Le terme d’« utopie réaliste » défendu par John Rawls (2006) et repris dans quelques travaux (dont Bregman, 2017), prête à confusion avec les deux expressions précédemment évoquées. À travers l’utopie du Kazanistan, il imagine une société réaliste car « raisonnablement juste » et « décente ». L’utopie réaliste est l’« esquisse d’une société démocratique constitutionnelle » (2006 : p. 26) menée par une société des peuples raisonnablement juste, sans que soit retenue ici la dimension subversive du projet utopique.

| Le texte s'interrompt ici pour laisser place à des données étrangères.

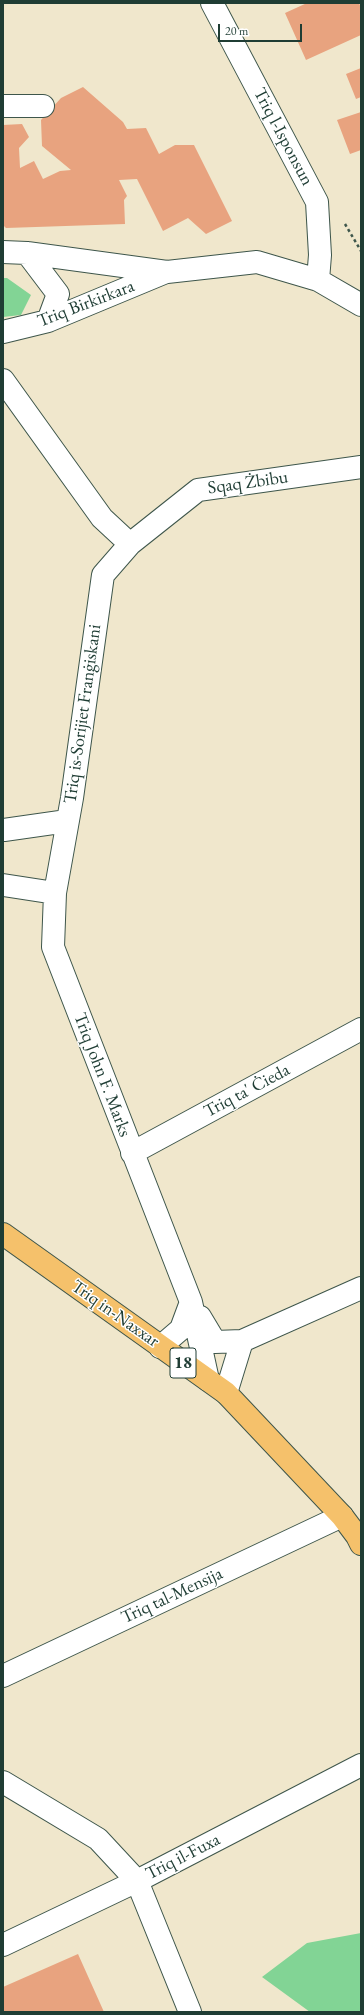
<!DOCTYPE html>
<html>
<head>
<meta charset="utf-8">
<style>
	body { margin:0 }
	#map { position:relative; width:364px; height:2015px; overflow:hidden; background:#f0e7cc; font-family:"EB Garamond",serif }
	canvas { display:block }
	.frame { position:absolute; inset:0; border:4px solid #1f3d34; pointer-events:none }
	.scale { position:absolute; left:218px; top:24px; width:84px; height:18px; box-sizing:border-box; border:2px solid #1f3d34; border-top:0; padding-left:5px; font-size:12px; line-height:14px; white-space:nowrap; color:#1f3d34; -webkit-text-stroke:3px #fff; paint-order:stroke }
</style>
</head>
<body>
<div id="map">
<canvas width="364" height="2015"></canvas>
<div class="frame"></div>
<div class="scale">20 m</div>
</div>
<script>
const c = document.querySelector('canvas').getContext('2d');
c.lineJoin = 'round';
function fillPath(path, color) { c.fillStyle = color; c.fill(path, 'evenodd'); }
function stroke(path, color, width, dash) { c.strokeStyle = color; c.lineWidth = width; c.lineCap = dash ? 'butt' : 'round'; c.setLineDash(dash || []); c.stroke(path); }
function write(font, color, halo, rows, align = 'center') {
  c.font = font + ' "EB Garamond",serif'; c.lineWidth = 3; c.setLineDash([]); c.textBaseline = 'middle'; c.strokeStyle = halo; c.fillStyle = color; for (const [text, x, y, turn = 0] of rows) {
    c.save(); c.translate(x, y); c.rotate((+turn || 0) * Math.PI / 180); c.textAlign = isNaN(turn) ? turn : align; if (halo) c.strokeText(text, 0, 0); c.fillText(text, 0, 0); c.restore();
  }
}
const green = new Path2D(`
	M3 278H7L31 295 21 315 3 317Z
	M361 1933V2012H310L262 1977 307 1943Z`);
const building = new Path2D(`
	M307 3H359L361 8V35L306 60 285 13Z
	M361 68V97L356 99 346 74Z
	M83 87 123 122 127 129 146 128 159 154 175 145H194L232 221 206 234 188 218 163 231 137 179 119 180 127 196 124 200 125 224 6 228 3 225V125L22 124 29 137 19 148 20 168 34 161 43 179 60 171 71 170 42 146 41 120 61 98Z
	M361 112V150L350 154 337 120Z
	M78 1954 104 2012H3V1987Z`);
const path = new Path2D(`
	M345 224 361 251`);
const minor = new Path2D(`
	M212 3 317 202 320 255 318 280
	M3 106H43
	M3 252 27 253 167 272 257 262 318 280 361 305
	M27 253 58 294 48 321
	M3 332 48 321 166 272
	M3 380 102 518 130 544
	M4 830 67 821
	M3 885 55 893 53 947 191 1302 208 1380
	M55 893 72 798 103 575 130 544 198 490 361 467
	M132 1153 361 1029
	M200 1317 215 1342 242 1341 361 1288
	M160 1347 181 1329 191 1302
	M226 1393 242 1341
	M3 1676 342 1516
	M3 1782 98 1839 137 1881 190 2012
	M3 1945 137 1881 361 1765`);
const major = new Path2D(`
	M3 1234 226 1393 342 1516 357 1536 361 1544`);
const shields = [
	[183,1363,26]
];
const shieldNames = [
	["18",183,1363]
];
const streetNames = [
	["Triq l-Isponsun",283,137,62],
	["Triq Birkirkara",86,304,-21],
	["Sqaq Żbibu",248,483,-8],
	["Triq is-Sorijiet Franġiskani",83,714,-82],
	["Triq John F. Marks",102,1075,69],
	["Triq ta' Ċieda",247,1091,-28],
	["Triq in-Naxxar",115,1314,35],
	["Triq tal-Mensija",172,1596,-25],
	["Triq il-Fuxa",183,1857,-27]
];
fillPath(green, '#82d495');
fillPath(building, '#e8a37f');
stroke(minor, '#3e564b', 24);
stroke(major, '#3e564b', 24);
stroke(path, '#3e564b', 2.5, [3, 3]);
stroke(minor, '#fff', 22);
stroke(major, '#f5c16b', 22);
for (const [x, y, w] of shields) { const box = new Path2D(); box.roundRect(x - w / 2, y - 15, w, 30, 3); c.fillStyle = '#fff'; c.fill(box); stroke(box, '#1f3d34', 1); }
write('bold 17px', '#1f3d34', null, shieldNames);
write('18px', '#1f3d34', '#fff', streetNames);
</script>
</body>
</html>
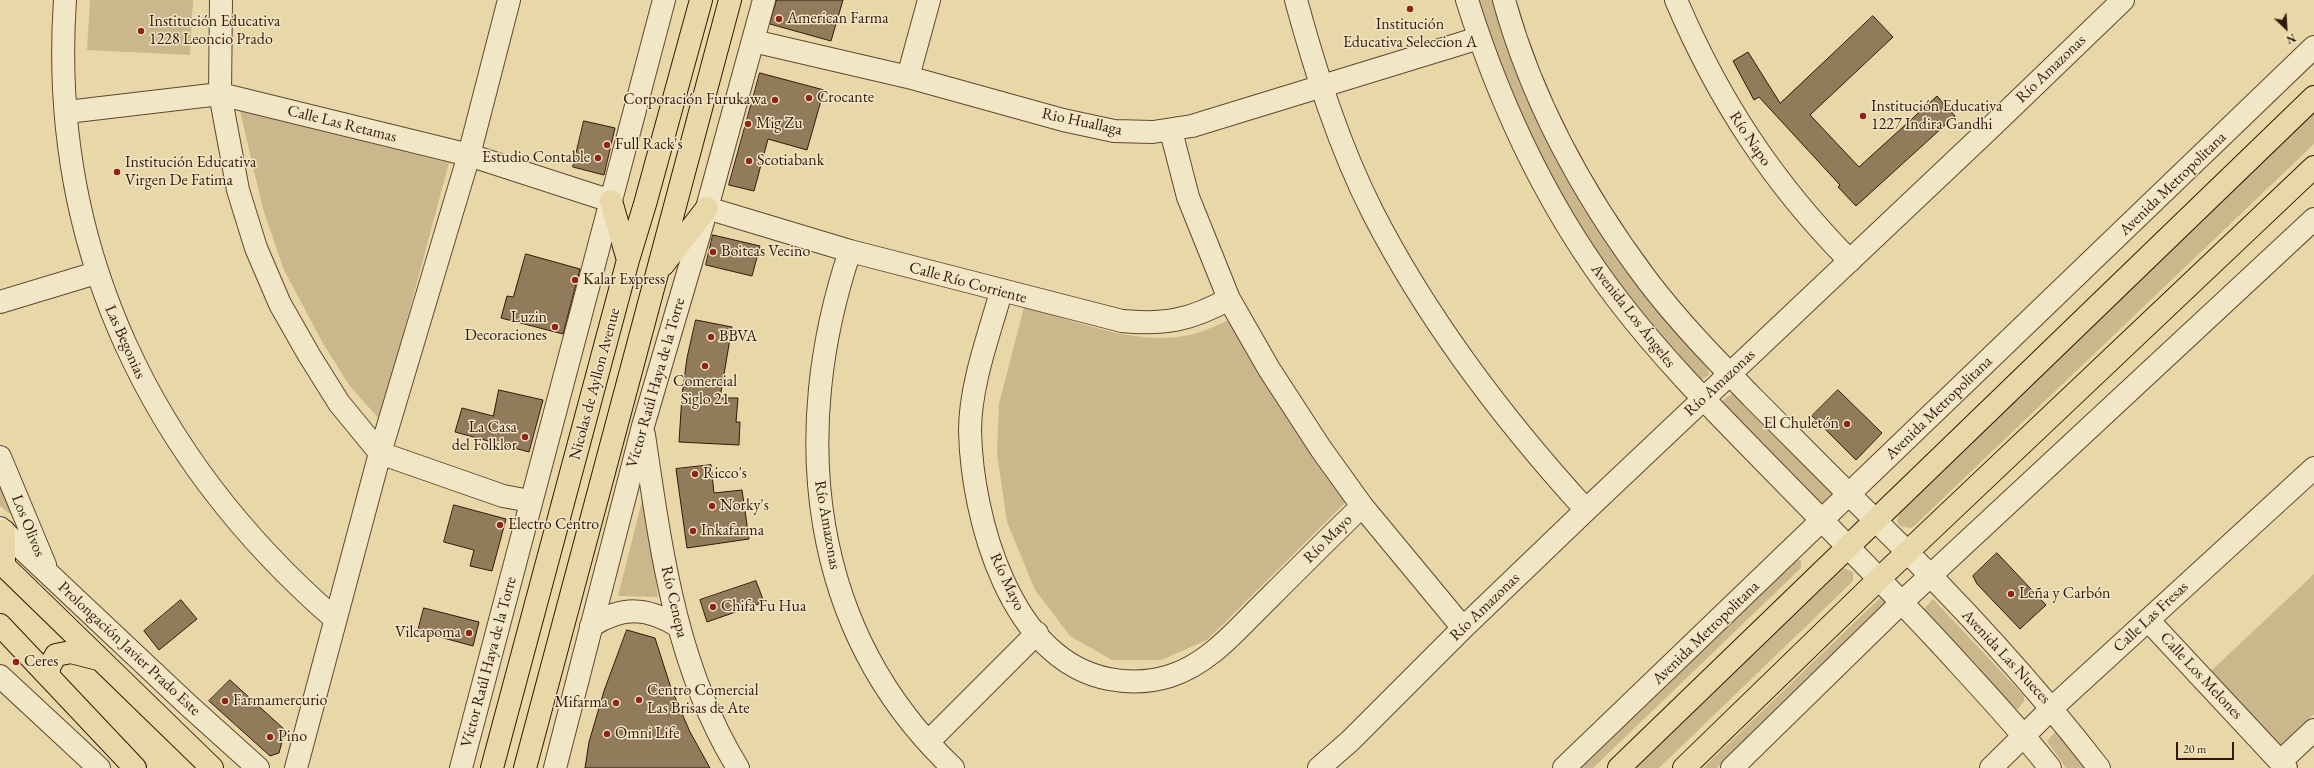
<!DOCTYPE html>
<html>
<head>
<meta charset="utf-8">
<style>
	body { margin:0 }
	#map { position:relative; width:2314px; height:768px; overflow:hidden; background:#e9d8a7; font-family:"EB Garamond",serif }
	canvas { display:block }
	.north { position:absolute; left:2266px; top:8px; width:40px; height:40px; -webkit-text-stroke:3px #f1e6c6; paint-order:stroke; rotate:155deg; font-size:11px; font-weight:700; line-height:16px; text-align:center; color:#341709 }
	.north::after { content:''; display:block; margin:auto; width:14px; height:18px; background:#341709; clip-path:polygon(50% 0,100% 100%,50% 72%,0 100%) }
	.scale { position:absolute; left:2176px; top:742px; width:58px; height:18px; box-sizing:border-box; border:2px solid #341709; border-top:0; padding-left:5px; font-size:12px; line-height:14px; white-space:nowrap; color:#341709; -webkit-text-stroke:3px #f1e6c6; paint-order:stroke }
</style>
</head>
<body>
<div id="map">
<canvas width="2314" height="768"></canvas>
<div class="north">N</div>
<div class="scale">20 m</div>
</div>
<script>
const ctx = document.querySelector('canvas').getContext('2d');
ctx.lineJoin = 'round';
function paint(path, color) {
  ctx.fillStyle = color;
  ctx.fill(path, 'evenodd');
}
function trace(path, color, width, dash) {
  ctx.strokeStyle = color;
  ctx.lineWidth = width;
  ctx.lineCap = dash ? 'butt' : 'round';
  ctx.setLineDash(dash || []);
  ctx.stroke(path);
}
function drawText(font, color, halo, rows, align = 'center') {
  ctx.font = font + ' "EB Garamond",serif';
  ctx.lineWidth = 3;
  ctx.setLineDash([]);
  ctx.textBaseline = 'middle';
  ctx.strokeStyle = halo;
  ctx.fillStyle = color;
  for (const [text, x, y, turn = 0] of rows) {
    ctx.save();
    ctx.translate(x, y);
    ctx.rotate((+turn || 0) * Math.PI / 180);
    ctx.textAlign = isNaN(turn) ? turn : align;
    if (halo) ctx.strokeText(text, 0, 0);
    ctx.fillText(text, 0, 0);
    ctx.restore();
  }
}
const green = new Path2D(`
	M 90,0 L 193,0 L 190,55 L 87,50 Z
	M 1477,0 L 1496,0 L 1532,99 L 1708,366 L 1709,375 L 1699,381 L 1628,298 L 1569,210 L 1516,108 Z
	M 240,111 L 449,163 L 380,420 L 349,385 L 321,340 L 284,270 L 263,209 Z
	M 2314,111 L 2314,144 L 1914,526 L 1910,528 L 1900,526 L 1897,521 L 1900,511 Z
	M 1024,307 C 1073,320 1138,347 1189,335 C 1204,332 1219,324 1233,318 L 1348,500 L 1207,640 L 1161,660 L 1112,660 L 1070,636 L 1035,590 L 1007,522 L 997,453 L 999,404 Z
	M 1733,393 L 1831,491 L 1833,495 L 1821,506 L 1721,405 L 1722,401 Z
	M 0,477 L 19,521 L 0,506 Z
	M 644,493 L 658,597 L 618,596 Z
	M 1795,558 L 1801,561 L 1801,568 L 1593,768 L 1575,768 Z
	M 1844,568 L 1853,572 L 1853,581 L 1659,768 L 1635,768 Z
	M 2314,574 L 2314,714 L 2278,748 L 2211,671 Z
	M 1881,597 L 1886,602 L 1885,605 L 1717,768 L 1703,768 Z
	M 1933,599 L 2024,696 L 2024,701 L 2018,709 L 2014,710 L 1920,613 Z
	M 2056,731 L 2087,768 L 2066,768 L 2047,741 Z`);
const building = new Path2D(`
	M 777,0 L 843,0 L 831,41 L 770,24 Z
	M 1873,16 L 1893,37 L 1810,115 L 1859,167 L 1937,96 L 1955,116 L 1856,206 L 1838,187 L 1840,185 L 1759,97 L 1754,100 L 1733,61 L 1748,52 L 1780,103 Z
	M 760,73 L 824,90 L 807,150 L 768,139 L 754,191 L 729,185 Z
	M 584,121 L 615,128 L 604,175 L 573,167 Z
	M 713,235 L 760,246 L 752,276 L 706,265 Z
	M 526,254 L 580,269 L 563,334 L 501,318 L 507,296 L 513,297 Z
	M 696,320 L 732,327 L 720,398 L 738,398 L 736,422 L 740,422 L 739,445 L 679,442 L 682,395 L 687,358 Z
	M 499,390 L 543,400 L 529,452 L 455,432 L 462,408 L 493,416 Z
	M 1838,390 L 1882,433 L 1856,460 L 1812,416 Z
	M 711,465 L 714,493 L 742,490 L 749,539 L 687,548 L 676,469 Z
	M 454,505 L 506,519 L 492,571 L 470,566 L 474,550 L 444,542 Z
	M 1997,553 L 2046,605 L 2020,629 L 1977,584 L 1973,576 Z
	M 756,581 L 764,602 L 707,622 L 700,600 Z
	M 181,600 L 197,619 L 159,650 L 144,631 Z
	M 424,608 L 479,622 L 473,646 L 418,631 Z
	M 627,630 L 655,638 L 671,688 L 690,732 L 710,768 L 585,768 L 589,742 L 604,691 Z
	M 230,680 L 285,730 L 279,753 L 270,756 L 209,701 Z`);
const minor = new Path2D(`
	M 65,0 C 48,247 151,459 335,619
	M 221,0 L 220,94 L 238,190 L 256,248 L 280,304 L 309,355 L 339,403 L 380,453 L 503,496 L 530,501
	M 1296,0 C 1316,73 1339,146 1373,213 C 1429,322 1504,420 1586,510
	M 1467,0 C 1501,108 1549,210 1618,300 C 1660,355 1708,404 1756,453 C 1824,523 1894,592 1960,665 C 1991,699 2022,732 2050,768
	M 1504,0 C 1532,101 1584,196 1647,280 C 1678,321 1716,360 1752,397 C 1793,438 1833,479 1874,519 C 1954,597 2031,680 2099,768
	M 1676,0 C 1719,101 1773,183 1850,261
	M 753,41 L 908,77 L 1063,120 L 1114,131 L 1153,132 L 1192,126 L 1479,38
	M 908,77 L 929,0
	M 67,112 L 220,94 L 469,155 L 611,201
	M 1171,131 L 1188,197 L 1229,299 L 1269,369 L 1321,449 L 1362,506 L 1463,628
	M 707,208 L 850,251 L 1122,321 C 1165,325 1191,320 1229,299
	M 850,251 C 789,433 808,630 953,768
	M 1001,292 C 989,335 970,385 970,431 C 972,518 1010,660 1109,679 C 1130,683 1151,682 1170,676 C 1211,663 1239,627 1269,598 C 1300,567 1331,536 1362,506
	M 0,302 L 96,273
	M 644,435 C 661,550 676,668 738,768
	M 0,457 L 45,565
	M 0,528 L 187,704 L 258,768
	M 2148,620 L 2286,768
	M 591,626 C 623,606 646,607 678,626
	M 0,676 L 99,768
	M 928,742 L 1037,633
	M 2280,762 L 2314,730
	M 296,768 L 380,453 L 469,155 L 509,0
	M 461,768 L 664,0
	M 555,768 L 643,426 L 707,208 L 764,0
	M 1319,768 L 1350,741 L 1463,628 L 1586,510 L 1989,129 L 2123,0
	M 1564,768 L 2314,47
	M 1732,768 L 1902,602 L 2314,219
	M 1991,768 L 2052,708 L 2314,468`);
const major = new Path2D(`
	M 611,201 L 628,260
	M 663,265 L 707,208
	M 0,562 L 212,768
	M 4,565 L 4,531
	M 0,625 L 135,768
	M 49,677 L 49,667 L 56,655 L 71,652 L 98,659
	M 492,768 L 628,260 L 645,204 L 701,0
	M 525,768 L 730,0
	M 1619,768 L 2314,97
	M 1684,768 L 1880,578 L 2314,167`);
const markers = [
	[1410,9,4,"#8f2418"],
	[779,19,4,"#8f2418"],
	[141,31,4,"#8f2418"],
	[809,98,4,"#8f2418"],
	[775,100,4,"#8f2418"],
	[1863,116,4,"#8f2418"],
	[748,124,4,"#8f2418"],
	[607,145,4,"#8f2418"],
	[598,158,4,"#8f2418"],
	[749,161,4,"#8f2418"],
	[117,172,4,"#8f2418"],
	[713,252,4,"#8f2418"],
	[575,280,4,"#8f2418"],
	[555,327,4,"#8f2418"],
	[711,337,4,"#8f2418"],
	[705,366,4,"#8f2418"],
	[1847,424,4,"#8f2418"],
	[525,437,4,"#8f2418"],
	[695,474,4,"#8f2418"],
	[712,506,4,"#8f2418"],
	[500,525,4,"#8f2418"],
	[693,531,4,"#8f2418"],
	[2011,594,4,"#8f2418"],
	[713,607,4,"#8f2418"],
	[469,633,4,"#8f2418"],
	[16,662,4,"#8f2418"],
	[639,700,4,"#8f2418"],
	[225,701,4,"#8f2418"],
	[616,703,4,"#8f2418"],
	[607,734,4,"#8f2418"],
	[270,737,4,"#8f2418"]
];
const poiNames = [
	["American Farma",787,19],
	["Institución Educativa",149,22],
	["1228 Leoncio Prado",149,40],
	["Institución",1410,25,"center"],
	["Educativa Seleccion A",1410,43,"center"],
	["Crocante",817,98],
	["Corporación Furukawa",767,100,"right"],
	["Institución Educativa",1871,107],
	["1227 Indira Gandhi",1871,125],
	["Mig Zu",756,124],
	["Full Rack's",615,145],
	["Estudio Contable",590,158,"right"],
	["Scotiabank",757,161],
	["Institución Educativa",125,163],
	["Virgen De Fatima",125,181],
	["Boitcas Vecino",721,252],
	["Kalar Express",583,280],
	["Luzin",547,318,"right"],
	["Decoraciones",547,336,"right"],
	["BBVA",719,337],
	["Comercial",705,382,"center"],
	["Siglo 21",705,400,"center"],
	["El Chuletón",1839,424,"right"],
	["La Casa",517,428,"right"],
	["del Folklor",517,446,"right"],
	["Ricco's",703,474],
	["Norky's",720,506],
	["Electro Centro",508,525],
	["Inkafarma",701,531],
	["Leña y Carbón",2019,594],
	["Chifa Fu Hua",721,607],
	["Vilcapoma",461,633,"right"],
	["Ceres",24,662],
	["Centro Comercial",647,691],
	["Las Brisas de Ate",647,709],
	["Farmamercurio",233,701],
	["Mifarma",608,703,"right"],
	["Omni Life",615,734],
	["Pino",278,737]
];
const streetNames = [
	["Río Amazonas",2051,69,-44],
	["Rio Huallaga",1082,122,12],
	["Calle Las Retamas",342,124,14],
	["Río Napo",1750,139,56],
	["Avenida Metropolitana",2173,184,-44],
	["Calle Río Corriente",968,283,15],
	["Avenida Los Ángeles",1633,316,52],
	["Las Begonias",125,342,66],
	["Víctor Raúl Haya de la Torre",656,383,-74],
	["Río Amazonas",1720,383,-43],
	["Nicolas de Ayllon Avenue",595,384,-75],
	["Avenida Metropolitana",1939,408,-44],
	["Río Amazonas",827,525,80],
	["Los Olivos",28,526,68],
	["Río Mayo",1328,539,-45],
	["Río Mayo",1007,582,65],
	["Río Cenepa",674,602,77],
	["Río Amazonas",1485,607,-44],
	["Calle Las Fresas",2151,617,-43],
	["Avenida Metropolitana",1706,633,-44],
	["Prolongación Javier Prado Este",129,649,43],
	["Avenida Las Nueces",2006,657,47],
	["Víctor Raúl Haya de la Torre",489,662,-75],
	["Calle Los Melones",2201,676,47]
];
paint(green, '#cab78c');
paint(building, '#927b5b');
trace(building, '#341709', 1);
trace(minor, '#614730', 24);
trace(major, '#341709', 24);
trace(minor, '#f1e6c6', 22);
trace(major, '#e9d8a7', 22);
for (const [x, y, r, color] of markers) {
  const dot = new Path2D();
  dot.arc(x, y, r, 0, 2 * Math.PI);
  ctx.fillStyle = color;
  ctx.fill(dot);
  trace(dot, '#f1e6c6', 1.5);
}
drawText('16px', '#341709', '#f1e6c6', poiNames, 'left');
drawText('16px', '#341709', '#f1e6c6', streetNames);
</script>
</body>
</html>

Dans une perspective plus libertaire, André Gorz pense l’utopie en termes pratiques pour exprimer son opposition au marxisme orthodoxe et sa volonté de « totale rationalisation scientifique ». Au contraire, « il faut comprendre le socialisme comme l’horizon de sens qui fait surgir l’exigence d’émancipation et d’autonomie, non comme un système économico-social différent, mais au contraire comme le projet pratique de réduire tout ce qui fait de la société un système, une méga machine, et de développer en même temps des formes de sociabilité auto-organisées dans lesquelles peut s’accomplir le libre développement des individus » (1991 : p. 100). Dans la même veine, l’écologiste libertaire René Dumont cherche à lier pensée et expérience. Dans L’utopie ou la mort ! (1973), il estime que la pensée utopique, parce qu’elle se nourrit d’une conscience morale « citoyenne », permet aux actions d’aller dans le « bon » sens. Mais ces actions concrètes n’ont pas à être prédéterminées par un projet « idéalement » abouti avant d’advenir. L’expérience utopique est un mouvement qui, de fait, ne peut pas être trop formalisé a priori, afin que puisse naître la création et l’imprévisibilité, augurant un commencement nouveau.
Ces différentes approches, partiellement convergentes, marquent le renouveau d’une production éditoriale en philosophie critique qui clarifie les fonctions de l’utopie. Et, sur ces bases, les tentatives d’opérationnalisation laissent encore place à une acception large – mais instruite – de ce que peuvent être empiriquement les utopies. La brèche est ouverte !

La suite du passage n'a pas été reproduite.